Lazeez Jiddan (Webmaster)

Due to popular demand, I've added the ability to opt-out of seeing the reader comments on stories.

The switch is in the story display settings, next to showing the scrolling/style menu. Or thru the 'My Account' page.

https://storiesonline.net/sol-secure/user/style.php

Uncheck the 'Show Readers Comments' check box and click save.

Replies:   sharkjcw  popi
Crumbly Writer

Just to be clear, is this for Readers or Authors, as Authors already had this feature (and you may just be belatedly announcing it), or you may be adding an entirely new feature.

Switch Blayde

@Crumbly Writer

is this for Readers or Authors,


I interpreted it as an option for readers.

docholladay

@Crumbly Writer

I would have thought Authors were also considered to be Readers. Most writers do a lot of reading I think.

Lazeez Jiddan (Webmaster)

@Crumbly Writer

Just to be clear, is this for Readers or Authors


This is for readers. Surprisingly, many readers have already asked me to allow them to remove comments. After the first few requests, I moved the comments below everything so that the useful links don't fall below them. But it wasn't enough, I kept getting requests to allow readers to hide all comments altogether.

After more than 20 requests, I felt it's important to allow readers the option.

So, now the commenting system is opt-in for the authors to enable comments on their own stories. And it's opt-out for readers who don't want to see them.

Replies:   doctor_wing_nut
Crumbly Writer
Updated:

@docholladay


I would have thought Authors were also considered to be Readers. Most writers do a lot of reading I think.


Yeah, that's assumed, but I was confused since authors were already informed about how to activate and deactivate the comments, so I wanted to be sure we were both discussing the same thing.

Common sense dictates he WAS referring to readers, but I just wanted to double check.

@Lazeez


After the first few requests, I moved the comments below everything so that the useful links don't fall below them. But it wasn't enough, I kept getting requests to allow readers to hide all comments altogether.

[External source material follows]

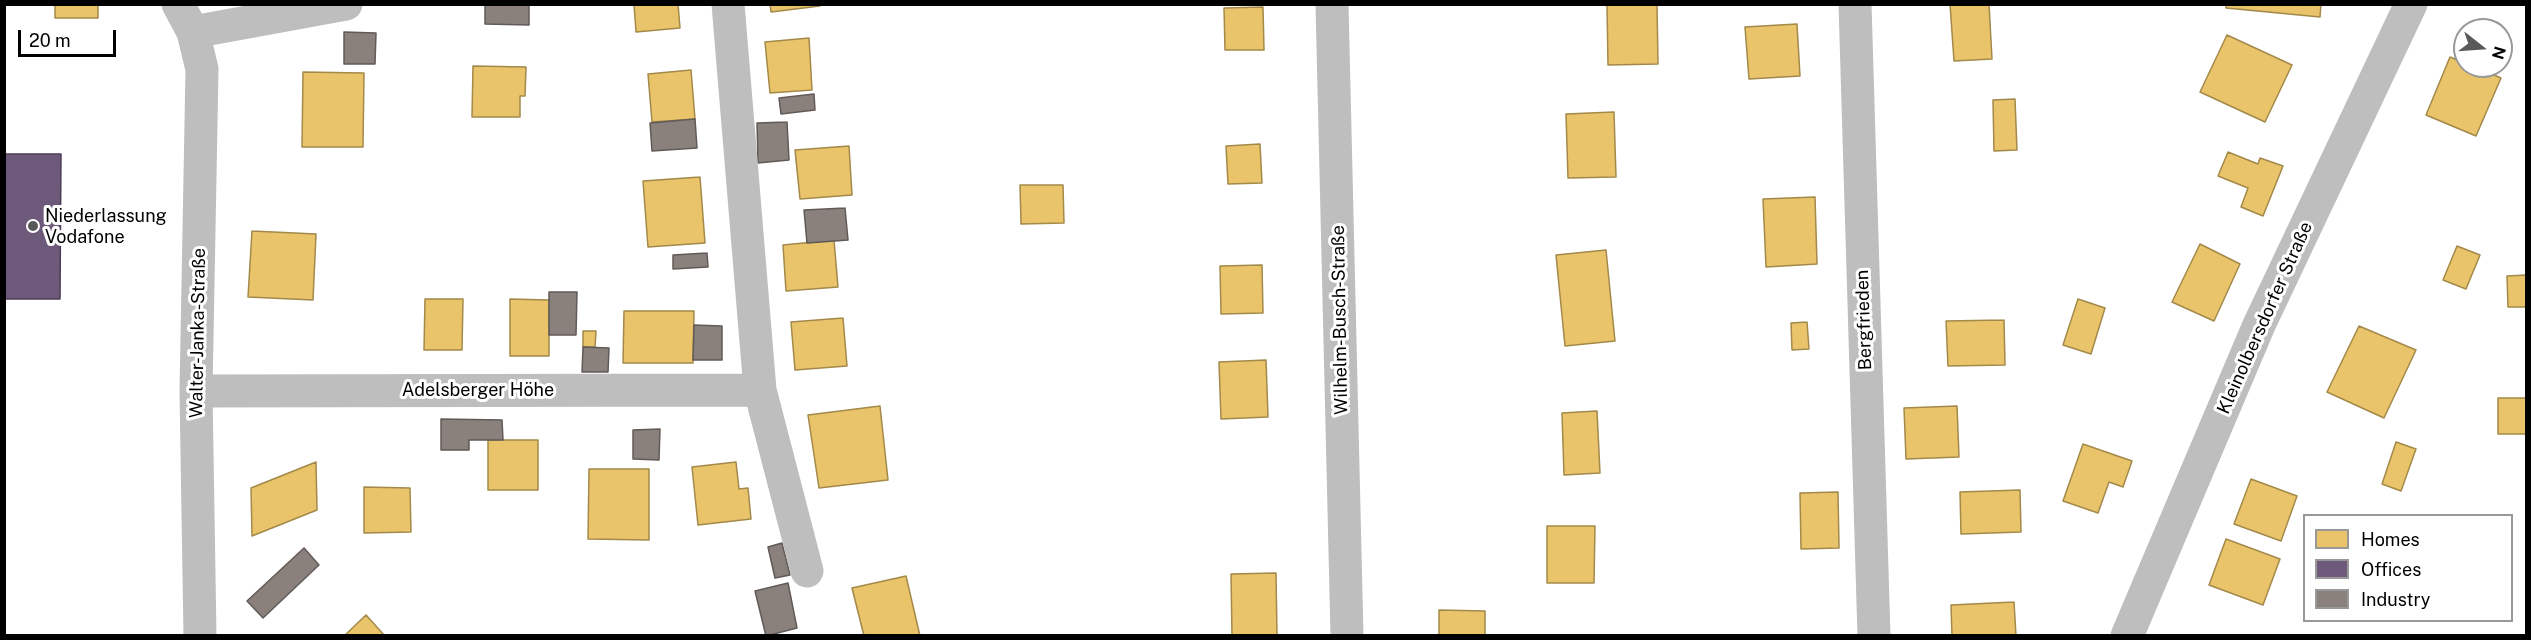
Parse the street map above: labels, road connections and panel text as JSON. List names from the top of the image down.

In one story (on SOL) I've got 30 comments, so yeah, it can be excessive if you run across that many comments every time you read a new chapter. (You may want to consider a 'only show new comments after they've already been viewed' option instead.) While readers may tire of seeing the old comments repeated endlessly, that doesn't necessarily mean they're uninterested in ALL comments.

By the way, that's not a demand, just a suggestion for you to consider. If it's difficult, simply turning off the comments for the story is a decent alternative. If necessary, readers could always turn it back on once the story is finished and they're reading the final chapter.

Michael Loucks

Another solution to the problem of seeing them at the end of new chapters would be an option 'Only show comments on completed stories'.

doctor_wing_nut

@Lazeez Jiddan (Webmaster)

This is for readers.


Thank you for that option, it is a welcome addition. The few times I have encountered comments, I have not found them to be helpful.

Replies:   Crumbly Writer
Crumbly Writer

@doctor_wing_nut

Thank you for that option, it is a welcome addition. The few times I have encountered comments, I have not found them to be helpful.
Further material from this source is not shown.